▸ WHAT YOU SHOULD DO
Repeat the records below in their entirety, exactly.

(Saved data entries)
Start of Block
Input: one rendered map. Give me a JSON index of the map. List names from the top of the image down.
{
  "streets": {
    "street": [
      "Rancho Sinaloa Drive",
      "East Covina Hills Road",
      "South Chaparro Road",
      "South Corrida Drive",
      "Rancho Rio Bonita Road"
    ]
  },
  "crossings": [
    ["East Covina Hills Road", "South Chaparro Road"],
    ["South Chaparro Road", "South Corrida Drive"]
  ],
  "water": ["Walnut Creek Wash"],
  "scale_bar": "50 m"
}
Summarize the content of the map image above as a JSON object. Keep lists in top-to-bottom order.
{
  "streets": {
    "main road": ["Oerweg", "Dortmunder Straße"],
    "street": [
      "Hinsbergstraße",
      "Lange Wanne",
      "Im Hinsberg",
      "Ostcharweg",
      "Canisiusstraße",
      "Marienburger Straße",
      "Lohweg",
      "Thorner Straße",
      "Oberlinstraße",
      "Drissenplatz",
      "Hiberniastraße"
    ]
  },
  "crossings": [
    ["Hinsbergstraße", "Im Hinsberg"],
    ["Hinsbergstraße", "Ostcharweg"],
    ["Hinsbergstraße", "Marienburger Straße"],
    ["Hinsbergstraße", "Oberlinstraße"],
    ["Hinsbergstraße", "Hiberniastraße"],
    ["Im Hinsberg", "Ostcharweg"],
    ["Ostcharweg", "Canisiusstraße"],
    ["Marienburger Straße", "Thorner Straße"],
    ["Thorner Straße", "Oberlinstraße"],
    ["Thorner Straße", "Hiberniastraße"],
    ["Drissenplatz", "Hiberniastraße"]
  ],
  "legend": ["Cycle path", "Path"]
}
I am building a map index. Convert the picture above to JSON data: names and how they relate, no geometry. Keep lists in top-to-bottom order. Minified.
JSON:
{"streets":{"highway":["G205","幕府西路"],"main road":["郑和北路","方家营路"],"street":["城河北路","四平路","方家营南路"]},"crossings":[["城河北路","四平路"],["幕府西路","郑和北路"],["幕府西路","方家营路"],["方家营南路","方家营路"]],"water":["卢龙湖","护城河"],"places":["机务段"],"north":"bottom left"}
End of Block
▸ SOLUTION TO THE PROBLEM
Input: one rendered map. Give me a JSON index of the map. List names from the top of the image down.
{
  "streets": {
    "street": [
      "Rancho Sinaloa Drive",
      "East Covina Hills Road",
      "South Chaparro Road",
      "South Corrida Drive",
      "Rancho Rio Bonita Road"
    ]
  },
  "crossings": [
    ["East Covina Hills Road", "South Chaparro Road"],
    ["South Chaparro Road", "South Corrida Drive"]
  ],
  "water": ["Walnut Creek Wash"],
  "scale_bar": "50 m"
}
Summarize the content of the map image above as a JSON object. Keep lists in top-to-bottom order.
{
  "streets": {
    "main road": ["Oerweg", "Dortmunder Straße"],
    "street": [
      "Hinsbergstraße",
      "Lange Wanne",
      "Im Hinsberg",
      "Ostcharweg",
      "Canisiusstraße",
      "Marienburger Straße",
      "Lohweg",
      "Thorner Straße",
      "Oberlinstraße",
      "Drissenplatz",
      "Hiberniastraße"
    ]
  },
  "crossings": [
    ["Hinsbergstraße", "Im Hinsberg"],
    ["Hinsbergstraße", "Ostcharweg"],
    ["Hinsbergstraße", "Marienburger Straße"],
    ["Hinsbergstraße", "Oberlinstraße"],
    ["Hinsbergstraße", "Hiberniastraße"],
    ["Im Hinsberg", "Ostcharweg"],
    ["Ostcharweg", "Canisiusstraße"],
    ["Marienburger Straße", "Thorner Straße"],
    ["Thorner Straße", "Oberlinstraße"],
    ["Thorner Straße", "Hiberniastraße"],
    ["Drissenplatz", "Hiberniastraße"]
  ],
  "legend": ["Cycle path", "Path"]
}
I am building a map index. Convert the picture above to JSON data: names and how they relate, no geometry. Keep lists in top-to-bottom order. Minified.
JSON:
{"streets":{"highway":["G205","幕府西路"],"main road":["郑和北路","方家营路"],"street":["城河北路","四平路","方家营南路"]},"crossings":[["城河北路","四平路"],["幕府西路","郑和北路"],["幕府西路","方家营路"],["方家营南路","方家营路"]],"water":["卢龙湖","护城河"],"places":["机务段"],"north":"bottom left"}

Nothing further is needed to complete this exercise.